Answer: Our approach is absolutely different: Evil does not exist! There is no evil in the world! Even though all of nature appears evil to us, it is only because we use it incorrectly. If we use it in a different way, it will be absolute goodness. And we can also use egoism for good, and not bad.
When I play against my own egoism, meaning begin to evaluate and work with it as with an instrument of my ascent over it, it becomes my starting point, the guideline according to which I measure myself: how much I ascend and change.
I regard my egoism as a negative essence given to me, which I must properly robe into a completely opposite intention: to use it all for bestowal, love, and connection. Then egoism will constantly be of help to me; it will constantly push and goad me, pull me somewhere aside, and I will constantly work on counterbalancing it by finding ways to rise above it. This way it will be my help “against me.”
We know that any tracking or any developing system must consist of two opposite forces. And these mutually opposite forces achieve the best possible result, the common denominator by balancing each other out.
This is why the egoism in me must be balanced out by the desire to rise above it, lean on the environment, the help of the neighbors, friends, and the entire community in order to rise above it. These two systems—society, the environment on one side and my egoism on the other—are helping me. And it is as if I am standing between them and am raising myself this way.
Ultimately, I examine my egoism, reveal the qualities in it that can help me grow above it, use it for bestowal, advancement, joy, and helping others, and then it becomes the force, the mass, the matter, I am working with. I am in no way destroying it! It keeps developing in me, and I welcome with joy all the nuances of its development.
A modern person greets it with sorrow and grief: “Me again! What did I do?!” But it is not me. It is nature revealing itself in me this way—an enormous egoistic nature that reveals itself in us specifically this way so we would keep uniting over it.
This is why egoism is an engine that moves us forward. We need all its forms, all its manifestations, even the most horrible ones, so we could robe them in pretty clothes.
This horror remains on the inside, and let it stay there. But when we put a completely different and opposite shell on it, we create a discord, a dipole in every one of our qualities, which helps us increase the strength of egoism and use it for the sake of others in a way which creates a completely different structure called “Man.”
Now is the first time in history that we are coming to a state when we will be able to rise above the level of our corporeal existence (for the sake of the physical body) to the level where we create a completely different, spiritual structure: a common virtual humanity, where everyone is interconnected and mutually complete one another. And this single integrated mechanism, the so-called Adam, which is the prototype of the collective human being in the world, provides us with the opportunity to attain all the forces of nature, all its depths, and use them the right way.

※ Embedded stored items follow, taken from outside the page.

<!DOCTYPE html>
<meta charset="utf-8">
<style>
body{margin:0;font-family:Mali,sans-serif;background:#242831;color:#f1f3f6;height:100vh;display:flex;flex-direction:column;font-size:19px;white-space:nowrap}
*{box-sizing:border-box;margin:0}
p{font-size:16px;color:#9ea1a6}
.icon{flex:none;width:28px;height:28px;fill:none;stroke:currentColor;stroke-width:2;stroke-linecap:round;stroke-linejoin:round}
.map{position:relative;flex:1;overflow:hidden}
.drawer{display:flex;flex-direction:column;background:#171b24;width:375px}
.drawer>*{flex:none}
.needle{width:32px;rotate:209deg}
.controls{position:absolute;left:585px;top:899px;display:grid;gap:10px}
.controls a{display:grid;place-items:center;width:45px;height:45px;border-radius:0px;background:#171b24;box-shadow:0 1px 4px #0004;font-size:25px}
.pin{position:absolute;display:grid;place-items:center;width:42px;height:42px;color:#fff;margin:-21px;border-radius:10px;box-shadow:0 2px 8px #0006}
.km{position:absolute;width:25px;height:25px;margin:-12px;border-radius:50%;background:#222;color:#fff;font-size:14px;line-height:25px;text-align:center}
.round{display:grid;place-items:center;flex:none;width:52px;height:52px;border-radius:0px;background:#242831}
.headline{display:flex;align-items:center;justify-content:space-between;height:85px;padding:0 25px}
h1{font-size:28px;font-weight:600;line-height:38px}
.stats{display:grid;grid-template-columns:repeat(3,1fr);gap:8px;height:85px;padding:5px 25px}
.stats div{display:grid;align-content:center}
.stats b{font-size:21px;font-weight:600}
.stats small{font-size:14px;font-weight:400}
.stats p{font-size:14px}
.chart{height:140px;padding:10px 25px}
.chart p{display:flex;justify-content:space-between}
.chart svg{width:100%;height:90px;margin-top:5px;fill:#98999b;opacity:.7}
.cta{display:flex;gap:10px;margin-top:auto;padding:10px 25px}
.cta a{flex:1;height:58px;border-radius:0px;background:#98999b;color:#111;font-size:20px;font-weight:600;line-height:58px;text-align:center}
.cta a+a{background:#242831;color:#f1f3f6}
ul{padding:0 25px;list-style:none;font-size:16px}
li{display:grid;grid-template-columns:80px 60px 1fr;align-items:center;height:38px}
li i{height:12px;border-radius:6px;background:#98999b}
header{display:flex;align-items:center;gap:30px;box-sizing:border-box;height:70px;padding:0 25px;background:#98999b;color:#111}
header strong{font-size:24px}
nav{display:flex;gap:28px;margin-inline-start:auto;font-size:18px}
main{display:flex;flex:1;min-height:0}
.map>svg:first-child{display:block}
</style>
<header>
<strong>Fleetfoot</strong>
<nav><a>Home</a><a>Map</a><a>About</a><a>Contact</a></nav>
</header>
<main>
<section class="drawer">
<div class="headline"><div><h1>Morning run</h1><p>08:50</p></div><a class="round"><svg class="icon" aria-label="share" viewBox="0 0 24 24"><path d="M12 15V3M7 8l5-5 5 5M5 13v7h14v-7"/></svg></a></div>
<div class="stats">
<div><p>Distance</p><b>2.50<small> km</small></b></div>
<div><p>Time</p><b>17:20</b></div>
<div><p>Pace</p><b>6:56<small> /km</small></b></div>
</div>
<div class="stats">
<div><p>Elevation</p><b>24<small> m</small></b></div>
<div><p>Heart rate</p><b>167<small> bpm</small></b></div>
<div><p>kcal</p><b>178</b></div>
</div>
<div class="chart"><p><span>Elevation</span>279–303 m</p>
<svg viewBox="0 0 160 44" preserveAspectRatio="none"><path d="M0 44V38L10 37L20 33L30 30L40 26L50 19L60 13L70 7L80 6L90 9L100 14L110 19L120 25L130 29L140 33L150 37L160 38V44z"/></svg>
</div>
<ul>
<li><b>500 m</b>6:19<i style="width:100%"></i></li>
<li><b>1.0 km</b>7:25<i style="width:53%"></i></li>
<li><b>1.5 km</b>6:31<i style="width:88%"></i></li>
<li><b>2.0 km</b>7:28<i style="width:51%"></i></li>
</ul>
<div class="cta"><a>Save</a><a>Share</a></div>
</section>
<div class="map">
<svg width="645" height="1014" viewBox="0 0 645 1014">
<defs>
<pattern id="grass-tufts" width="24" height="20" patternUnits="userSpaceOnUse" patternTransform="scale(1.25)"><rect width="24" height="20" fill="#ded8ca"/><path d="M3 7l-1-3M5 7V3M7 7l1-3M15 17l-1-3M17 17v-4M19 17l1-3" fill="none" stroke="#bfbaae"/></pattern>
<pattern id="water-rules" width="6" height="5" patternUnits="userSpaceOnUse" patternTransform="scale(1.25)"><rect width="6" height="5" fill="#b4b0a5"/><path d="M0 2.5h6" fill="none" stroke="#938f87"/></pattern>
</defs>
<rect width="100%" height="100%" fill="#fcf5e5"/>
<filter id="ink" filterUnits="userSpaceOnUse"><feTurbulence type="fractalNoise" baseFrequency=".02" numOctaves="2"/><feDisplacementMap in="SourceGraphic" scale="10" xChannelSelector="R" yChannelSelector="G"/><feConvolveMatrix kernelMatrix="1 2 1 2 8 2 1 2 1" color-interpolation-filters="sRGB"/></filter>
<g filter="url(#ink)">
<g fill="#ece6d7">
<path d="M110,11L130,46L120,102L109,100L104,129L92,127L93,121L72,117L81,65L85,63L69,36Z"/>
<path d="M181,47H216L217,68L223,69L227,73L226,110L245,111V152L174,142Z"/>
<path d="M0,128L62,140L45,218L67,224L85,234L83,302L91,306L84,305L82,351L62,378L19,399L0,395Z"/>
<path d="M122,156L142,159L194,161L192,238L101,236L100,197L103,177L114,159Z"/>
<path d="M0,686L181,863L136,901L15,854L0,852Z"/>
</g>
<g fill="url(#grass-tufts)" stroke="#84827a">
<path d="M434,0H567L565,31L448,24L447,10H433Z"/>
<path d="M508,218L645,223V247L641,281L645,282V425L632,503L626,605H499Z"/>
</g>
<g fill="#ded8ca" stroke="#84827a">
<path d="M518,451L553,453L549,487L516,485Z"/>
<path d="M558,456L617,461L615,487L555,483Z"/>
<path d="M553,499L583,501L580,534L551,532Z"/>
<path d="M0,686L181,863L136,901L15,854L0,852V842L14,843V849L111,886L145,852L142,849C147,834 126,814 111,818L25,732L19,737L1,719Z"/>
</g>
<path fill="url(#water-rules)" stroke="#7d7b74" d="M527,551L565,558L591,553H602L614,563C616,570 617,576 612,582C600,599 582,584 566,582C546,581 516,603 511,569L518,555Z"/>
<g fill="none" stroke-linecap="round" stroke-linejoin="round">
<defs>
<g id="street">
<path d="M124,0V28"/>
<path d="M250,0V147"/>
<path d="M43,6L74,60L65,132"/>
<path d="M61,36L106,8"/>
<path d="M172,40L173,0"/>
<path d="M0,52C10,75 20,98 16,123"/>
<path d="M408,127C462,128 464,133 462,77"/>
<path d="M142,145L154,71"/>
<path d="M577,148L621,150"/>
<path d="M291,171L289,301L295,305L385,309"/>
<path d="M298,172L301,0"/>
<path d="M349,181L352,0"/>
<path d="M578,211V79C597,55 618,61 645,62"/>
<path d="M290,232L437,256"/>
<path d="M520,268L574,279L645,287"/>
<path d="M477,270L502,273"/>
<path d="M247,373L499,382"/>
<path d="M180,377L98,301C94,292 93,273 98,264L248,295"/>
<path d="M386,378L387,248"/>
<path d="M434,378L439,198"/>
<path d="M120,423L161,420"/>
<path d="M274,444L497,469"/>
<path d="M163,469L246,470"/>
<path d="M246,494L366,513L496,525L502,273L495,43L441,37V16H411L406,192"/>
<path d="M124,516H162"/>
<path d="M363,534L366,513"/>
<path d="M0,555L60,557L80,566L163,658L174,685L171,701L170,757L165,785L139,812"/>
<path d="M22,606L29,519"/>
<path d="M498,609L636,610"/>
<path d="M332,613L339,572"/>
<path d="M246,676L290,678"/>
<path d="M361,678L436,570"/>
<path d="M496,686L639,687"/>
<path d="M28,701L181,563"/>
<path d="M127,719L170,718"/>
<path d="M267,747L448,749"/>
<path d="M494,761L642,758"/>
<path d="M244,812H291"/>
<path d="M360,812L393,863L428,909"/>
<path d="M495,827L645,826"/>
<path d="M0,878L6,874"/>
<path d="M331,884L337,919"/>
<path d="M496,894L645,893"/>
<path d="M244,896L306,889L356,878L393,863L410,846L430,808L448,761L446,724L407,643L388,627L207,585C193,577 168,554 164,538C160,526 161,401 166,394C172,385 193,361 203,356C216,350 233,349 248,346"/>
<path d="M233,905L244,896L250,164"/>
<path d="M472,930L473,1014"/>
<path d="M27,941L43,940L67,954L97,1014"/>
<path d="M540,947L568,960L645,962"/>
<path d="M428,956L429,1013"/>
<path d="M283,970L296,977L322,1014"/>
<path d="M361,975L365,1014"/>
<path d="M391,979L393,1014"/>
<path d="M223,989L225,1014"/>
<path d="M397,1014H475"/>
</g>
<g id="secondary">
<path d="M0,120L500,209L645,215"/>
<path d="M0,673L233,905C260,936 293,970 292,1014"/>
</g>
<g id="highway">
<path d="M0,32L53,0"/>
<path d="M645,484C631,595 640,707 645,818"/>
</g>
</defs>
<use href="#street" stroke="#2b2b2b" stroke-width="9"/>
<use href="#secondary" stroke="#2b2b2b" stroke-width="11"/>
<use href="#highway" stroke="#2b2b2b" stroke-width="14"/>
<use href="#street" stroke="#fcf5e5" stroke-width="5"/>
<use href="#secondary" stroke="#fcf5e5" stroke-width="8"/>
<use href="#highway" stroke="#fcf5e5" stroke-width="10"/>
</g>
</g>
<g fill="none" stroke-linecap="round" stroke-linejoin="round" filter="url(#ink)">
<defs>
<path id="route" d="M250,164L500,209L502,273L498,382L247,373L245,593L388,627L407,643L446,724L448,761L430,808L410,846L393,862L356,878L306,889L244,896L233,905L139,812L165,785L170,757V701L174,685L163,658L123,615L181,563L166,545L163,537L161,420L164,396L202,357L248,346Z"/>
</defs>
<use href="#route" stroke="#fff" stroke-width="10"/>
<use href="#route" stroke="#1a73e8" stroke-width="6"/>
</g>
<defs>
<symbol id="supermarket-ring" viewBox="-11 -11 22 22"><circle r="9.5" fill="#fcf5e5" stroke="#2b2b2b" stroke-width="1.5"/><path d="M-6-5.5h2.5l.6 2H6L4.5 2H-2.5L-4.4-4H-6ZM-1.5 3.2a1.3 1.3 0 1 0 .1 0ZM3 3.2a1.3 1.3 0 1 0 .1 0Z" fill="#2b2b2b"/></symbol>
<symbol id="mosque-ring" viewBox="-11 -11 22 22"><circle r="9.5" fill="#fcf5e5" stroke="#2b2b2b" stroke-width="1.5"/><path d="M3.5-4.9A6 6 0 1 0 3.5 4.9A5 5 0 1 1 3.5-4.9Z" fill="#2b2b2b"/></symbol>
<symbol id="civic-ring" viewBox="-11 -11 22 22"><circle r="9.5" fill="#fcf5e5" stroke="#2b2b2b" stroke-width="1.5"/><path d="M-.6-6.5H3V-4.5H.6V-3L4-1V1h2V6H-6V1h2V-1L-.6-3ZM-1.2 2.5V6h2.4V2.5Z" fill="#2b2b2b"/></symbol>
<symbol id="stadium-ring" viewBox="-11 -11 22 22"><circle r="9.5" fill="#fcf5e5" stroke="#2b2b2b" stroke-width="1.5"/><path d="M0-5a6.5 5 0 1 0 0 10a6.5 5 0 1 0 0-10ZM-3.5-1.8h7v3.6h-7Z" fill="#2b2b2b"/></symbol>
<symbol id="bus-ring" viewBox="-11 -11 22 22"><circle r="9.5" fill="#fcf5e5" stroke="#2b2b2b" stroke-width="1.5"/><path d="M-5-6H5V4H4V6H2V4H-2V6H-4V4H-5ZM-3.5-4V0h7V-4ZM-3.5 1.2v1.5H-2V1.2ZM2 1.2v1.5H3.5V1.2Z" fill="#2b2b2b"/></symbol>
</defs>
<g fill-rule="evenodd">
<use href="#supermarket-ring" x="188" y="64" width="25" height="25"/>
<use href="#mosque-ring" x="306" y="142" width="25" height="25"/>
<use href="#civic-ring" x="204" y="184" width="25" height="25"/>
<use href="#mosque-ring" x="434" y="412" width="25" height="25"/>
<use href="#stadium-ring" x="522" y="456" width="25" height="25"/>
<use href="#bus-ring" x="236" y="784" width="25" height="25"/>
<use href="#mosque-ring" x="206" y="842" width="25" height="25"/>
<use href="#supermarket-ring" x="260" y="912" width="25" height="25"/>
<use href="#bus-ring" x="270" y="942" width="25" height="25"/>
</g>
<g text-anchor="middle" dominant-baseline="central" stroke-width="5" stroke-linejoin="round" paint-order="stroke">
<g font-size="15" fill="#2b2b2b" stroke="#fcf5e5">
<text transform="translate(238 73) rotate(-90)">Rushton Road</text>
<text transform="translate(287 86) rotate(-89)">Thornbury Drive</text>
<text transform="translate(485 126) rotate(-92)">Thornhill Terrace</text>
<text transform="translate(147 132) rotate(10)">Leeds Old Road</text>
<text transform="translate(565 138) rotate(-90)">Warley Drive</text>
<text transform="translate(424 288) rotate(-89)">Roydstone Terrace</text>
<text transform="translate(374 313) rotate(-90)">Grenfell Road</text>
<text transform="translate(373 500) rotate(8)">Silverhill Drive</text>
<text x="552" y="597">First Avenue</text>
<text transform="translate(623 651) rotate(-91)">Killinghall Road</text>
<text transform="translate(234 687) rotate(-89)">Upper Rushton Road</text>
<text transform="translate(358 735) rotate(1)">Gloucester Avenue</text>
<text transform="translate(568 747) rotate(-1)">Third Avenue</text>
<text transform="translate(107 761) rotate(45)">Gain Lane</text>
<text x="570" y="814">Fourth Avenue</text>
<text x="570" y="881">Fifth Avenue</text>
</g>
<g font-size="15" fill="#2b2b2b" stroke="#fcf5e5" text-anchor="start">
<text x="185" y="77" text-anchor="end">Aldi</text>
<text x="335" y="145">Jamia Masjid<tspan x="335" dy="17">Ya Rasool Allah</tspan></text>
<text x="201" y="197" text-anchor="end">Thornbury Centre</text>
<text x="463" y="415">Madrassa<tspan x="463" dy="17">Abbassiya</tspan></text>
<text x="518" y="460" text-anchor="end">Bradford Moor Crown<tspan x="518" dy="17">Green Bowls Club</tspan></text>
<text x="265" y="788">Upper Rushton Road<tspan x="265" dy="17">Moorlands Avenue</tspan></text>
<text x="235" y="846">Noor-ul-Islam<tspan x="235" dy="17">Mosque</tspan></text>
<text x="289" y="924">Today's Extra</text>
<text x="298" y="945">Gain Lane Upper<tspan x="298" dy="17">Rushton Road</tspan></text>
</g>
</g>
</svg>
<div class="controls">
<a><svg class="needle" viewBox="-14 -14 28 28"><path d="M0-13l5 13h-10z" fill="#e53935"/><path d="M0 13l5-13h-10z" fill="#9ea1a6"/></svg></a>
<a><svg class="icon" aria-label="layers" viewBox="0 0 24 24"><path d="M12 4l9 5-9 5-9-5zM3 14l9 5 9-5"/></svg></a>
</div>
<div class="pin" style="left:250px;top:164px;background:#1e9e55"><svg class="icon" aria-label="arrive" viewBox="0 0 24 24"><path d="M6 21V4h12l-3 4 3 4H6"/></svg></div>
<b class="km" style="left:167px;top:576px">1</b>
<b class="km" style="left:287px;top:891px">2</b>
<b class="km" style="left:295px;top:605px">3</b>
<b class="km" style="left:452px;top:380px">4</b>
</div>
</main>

So, by no means do we destroy or neutralize the egoism; on the contrary, we rejoice in all of its negative manifestations, like a sculptor who finds a good material to make a sculpture. Of course he is looking at a lot of work to shape it into a specific form. But he is glad that this material has landed in his hands.
It’s the same with us. The revelation of egoism is the new material with which I can work. And we only need to change the way we use the material and not the actual material—instead of doing something at the expense of others, we need to do it for their sake.